Horse soring is a cruel infliction of the animal’s legs or hooves with intent. Such pain causes the animal to engage in an exaggerated, artificial gait. The injuries can be caused by the use of pads, chains, stacks, caustic chemicals and other devices applied to the horse’s limbs and their hooves, resulting in extreme injury, pain, and suffering. These methods are used to make the horse more visually appealing for competition in shows, sales, and auctions without any regard for the pain and discomfort of the animal. Congress passed the Horse Protection Act years ago with the intent to stop these practices, yet Horses are still suffering.
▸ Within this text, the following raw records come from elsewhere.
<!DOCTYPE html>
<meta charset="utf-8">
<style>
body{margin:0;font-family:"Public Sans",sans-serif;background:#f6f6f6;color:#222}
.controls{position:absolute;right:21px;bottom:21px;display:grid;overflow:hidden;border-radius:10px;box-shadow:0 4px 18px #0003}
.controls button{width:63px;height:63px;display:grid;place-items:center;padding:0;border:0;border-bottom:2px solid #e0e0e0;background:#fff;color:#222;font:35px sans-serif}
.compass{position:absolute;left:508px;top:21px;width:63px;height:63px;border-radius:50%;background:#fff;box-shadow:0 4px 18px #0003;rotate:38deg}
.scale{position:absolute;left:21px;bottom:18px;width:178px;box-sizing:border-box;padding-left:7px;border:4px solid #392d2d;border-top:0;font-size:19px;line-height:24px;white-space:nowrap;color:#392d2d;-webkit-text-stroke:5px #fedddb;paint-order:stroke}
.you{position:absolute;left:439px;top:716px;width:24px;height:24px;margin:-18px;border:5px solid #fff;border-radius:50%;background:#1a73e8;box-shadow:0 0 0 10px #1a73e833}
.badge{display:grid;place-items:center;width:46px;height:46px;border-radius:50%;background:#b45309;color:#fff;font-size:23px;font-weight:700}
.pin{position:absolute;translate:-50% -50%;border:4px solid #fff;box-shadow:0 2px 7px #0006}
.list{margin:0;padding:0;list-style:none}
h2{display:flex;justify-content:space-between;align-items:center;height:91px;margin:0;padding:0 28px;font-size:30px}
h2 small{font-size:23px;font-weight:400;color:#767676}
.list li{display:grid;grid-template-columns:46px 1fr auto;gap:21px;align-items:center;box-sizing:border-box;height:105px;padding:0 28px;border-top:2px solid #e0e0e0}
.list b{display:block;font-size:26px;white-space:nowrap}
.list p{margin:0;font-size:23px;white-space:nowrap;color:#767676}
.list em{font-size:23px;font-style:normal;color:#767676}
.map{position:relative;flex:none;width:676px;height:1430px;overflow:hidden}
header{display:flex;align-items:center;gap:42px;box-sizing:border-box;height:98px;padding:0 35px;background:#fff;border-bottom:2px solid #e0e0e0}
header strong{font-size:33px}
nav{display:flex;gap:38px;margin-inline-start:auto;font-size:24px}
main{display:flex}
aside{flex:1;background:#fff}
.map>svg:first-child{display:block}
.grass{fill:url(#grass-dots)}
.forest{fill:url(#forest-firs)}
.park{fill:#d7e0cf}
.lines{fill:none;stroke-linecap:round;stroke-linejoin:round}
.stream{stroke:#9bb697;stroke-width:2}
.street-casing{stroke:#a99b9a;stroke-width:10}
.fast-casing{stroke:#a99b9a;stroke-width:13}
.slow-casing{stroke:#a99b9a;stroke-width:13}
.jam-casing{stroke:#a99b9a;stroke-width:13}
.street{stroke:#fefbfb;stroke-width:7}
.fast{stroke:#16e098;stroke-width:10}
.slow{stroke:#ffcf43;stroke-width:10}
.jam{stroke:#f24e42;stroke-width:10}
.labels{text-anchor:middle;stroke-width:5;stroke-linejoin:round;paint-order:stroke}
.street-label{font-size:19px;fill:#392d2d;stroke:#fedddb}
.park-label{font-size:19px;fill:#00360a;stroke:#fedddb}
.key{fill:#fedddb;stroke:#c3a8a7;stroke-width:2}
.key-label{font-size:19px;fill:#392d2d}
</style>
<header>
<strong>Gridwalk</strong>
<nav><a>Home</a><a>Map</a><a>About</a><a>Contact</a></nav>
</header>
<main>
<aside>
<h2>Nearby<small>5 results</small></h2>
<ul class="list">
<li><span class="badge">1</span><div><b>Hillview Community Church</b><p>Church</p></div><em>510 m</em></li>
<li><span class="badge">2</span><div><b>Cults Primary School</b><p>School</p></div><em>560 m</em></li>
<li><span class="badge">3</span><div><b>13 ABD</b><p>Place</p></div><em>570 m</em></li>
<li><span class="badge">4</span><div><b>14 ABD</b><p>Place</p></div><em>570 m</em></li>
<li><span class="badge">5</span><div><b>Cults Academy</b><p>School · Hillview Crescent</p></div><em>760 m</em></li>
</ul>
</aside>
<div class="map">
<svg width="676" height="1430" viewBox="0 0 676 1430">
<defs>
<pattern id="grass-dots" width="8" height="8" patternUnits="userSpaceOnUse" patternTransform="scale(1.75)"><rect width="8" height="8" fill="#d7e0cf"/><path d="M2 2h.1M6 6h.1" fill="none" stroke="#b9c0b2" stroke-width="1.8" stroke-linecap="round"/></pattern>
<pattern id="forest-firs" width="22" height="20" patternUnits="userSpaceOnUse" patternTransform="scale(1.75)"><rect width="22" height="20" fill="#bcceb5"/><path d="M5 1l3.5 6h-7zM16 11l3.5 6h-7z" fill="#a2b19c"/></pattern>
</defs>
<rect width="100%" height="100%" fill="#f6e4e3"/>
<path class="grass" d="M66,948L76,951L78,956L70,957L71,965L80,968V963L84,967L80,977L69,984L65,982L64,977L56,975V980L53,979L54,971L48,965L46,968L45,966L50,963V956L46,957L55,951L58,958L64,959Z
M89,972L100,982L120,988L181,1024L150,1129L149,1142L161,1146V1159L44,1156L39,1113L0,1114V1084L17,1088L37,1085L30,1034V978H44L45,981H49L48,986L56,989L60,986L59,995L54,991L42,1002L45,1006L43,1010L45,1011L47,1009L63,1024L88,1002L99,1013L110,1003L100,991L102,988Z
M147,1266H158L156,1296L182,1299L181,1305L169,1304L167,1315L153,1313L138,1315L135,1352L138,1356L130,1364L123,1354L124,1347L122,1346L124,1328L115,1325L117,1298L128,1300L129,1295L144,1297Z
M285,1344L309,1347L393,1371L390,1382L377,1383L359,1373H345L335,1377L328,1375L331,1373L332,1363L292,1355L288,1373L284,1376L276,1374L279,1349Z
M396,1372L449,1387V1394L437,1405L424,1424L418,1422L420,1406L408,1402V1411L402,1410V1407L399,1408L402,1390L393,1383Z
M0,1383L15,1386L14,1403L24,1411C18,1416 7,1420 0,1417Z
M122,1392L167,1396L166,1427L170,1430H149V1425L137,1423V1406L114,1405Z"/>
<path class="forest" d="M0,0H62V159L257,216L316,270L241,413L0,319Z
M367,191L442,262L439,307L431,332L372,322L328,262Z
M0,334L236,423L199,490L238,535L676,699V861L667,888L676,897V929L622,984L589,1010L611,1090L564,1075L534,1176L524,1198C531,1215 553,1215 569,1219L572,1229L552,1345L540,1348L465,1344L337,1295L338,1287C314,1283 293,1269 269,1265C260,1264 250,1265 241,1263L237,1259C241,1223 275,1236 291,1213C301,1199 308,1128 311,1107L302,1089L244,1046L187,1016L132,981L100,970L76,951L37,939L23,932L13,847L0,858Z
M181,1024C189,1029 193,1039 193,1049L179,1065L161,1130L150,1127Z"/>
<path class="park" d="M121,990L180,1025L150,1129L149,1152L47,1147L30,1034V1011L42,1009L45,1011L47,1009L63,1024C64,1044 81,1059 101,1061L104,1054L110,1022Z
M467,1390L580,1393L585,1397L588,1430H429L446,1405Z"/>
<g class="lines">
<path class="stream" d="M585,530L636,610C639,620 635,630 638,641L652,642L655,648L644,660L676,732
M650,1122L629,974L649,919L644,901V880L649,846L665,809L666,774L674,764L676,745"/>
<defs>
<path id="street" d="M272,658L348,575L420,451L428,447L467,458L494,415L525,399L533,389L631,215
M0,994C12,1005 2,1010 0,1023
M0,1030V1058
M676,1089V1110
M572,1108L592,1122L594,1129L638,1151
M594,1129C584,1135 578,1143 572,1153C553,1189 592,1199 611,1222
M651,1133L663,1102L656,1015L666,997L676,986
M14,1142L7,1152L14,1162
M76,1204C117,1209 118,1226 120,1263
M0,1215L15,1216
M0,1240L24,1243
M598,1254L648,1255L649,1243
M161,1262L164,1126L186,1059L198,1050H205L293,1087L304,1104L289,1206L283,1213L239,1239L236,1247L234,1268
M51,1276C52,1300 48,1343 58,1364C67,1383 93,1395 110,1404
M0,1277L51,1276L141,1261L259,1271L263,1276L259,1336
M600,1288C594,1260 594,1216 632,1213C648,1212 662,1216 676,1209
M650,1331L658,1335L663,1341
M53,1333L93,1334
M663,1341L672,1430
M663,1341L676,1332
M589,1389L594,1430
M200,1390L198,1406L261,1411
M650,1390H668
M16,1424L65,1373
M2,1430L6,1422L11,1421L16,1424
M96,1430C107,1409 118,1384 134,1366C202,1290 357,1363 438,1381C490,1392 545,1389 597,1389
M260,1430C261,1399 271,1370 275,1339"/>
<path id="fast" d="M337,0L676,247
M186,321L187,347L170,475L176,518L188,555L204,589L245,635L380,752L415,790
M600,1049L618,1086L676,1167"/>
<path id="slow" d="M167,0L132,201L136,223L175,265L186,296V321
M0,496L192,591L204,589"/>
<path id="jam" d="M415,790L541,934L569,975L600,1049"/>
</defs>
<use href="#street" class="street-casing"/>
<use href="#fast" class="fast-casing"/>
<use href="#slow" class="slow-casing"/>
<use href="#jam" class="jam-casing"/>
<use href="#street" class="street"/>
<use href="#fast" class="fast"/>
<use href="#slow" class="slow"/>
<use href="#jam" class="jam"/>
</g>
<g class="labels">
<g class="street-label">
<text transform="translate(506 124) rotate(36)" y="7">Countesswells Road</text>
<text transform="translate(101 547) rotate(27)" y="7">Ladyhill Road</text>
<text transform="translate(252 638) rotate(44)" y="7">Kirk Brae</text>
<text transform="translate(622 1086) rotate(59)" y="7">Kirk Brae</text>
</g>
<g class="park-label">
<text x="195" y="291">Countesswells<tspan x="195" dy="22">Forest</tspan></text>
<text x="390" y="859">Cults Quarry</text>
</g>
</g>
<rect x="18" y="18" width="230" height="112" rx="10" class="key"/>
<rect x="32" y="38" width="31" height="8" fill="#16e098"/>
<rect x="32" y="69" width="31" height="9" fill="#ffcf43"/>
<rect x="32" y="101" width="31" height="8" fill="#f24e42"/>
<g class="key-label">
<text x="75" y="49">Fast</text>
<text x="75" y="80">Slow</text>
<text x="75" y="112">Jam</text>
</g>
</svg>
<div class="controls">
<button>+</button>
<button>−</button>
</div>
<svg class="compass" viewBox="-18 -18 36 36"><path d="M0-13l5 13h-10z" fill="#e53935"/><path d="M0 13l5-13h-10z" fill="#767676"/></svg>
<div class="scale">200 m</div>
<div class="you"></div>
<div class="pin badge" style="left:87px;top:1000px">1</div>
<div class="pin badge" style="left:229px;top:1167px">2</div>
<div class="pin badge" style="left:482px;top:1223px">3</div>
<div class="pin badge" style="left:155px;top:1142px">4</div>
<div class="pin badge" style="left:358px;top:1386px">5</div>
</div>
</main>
Horse soring continues despite laws and USDA efforts

After the proposal of the Horse Protection Act, its passage and enforcement met budgetary issues and inadequate funding. The Act, announced by the U. S. Department of Agriculture (USDA) and the Animal & Plant Health Inspection Service (APHIS) was designed to help protect horses from cruel soring practices. However, rather than banning horse soring, horse industry organizations (HIOs) devised a system of training their own inspectors to examine the Animals for any visible horse soring prior to a showing. Despite all efforts, soring is still a major concern throughout several states like Kentucky, Tennessee, and others in the southeast United States.

Trump Administration puts issue on hold

A memo surfaced at the White House stating that the regulation aimed at banning the practice of horse soring during the final days of the Obama Administration be put on hold. Just a week prior to Trump taking office, the USDA finalized the new regulation and updates to the Horse Protection Act, but on his first day in office, President Trump placed a hold on the soring ban.

Senior adviser Keith Dane states that this is just one of dozens of other proposed rules the Trump Administration froze, but this doesn’t mean the soring ban is dead. The hope is that the issue will again be reviewed and passed. Neither the Agriculture Department nor the White House will comment further on this matter.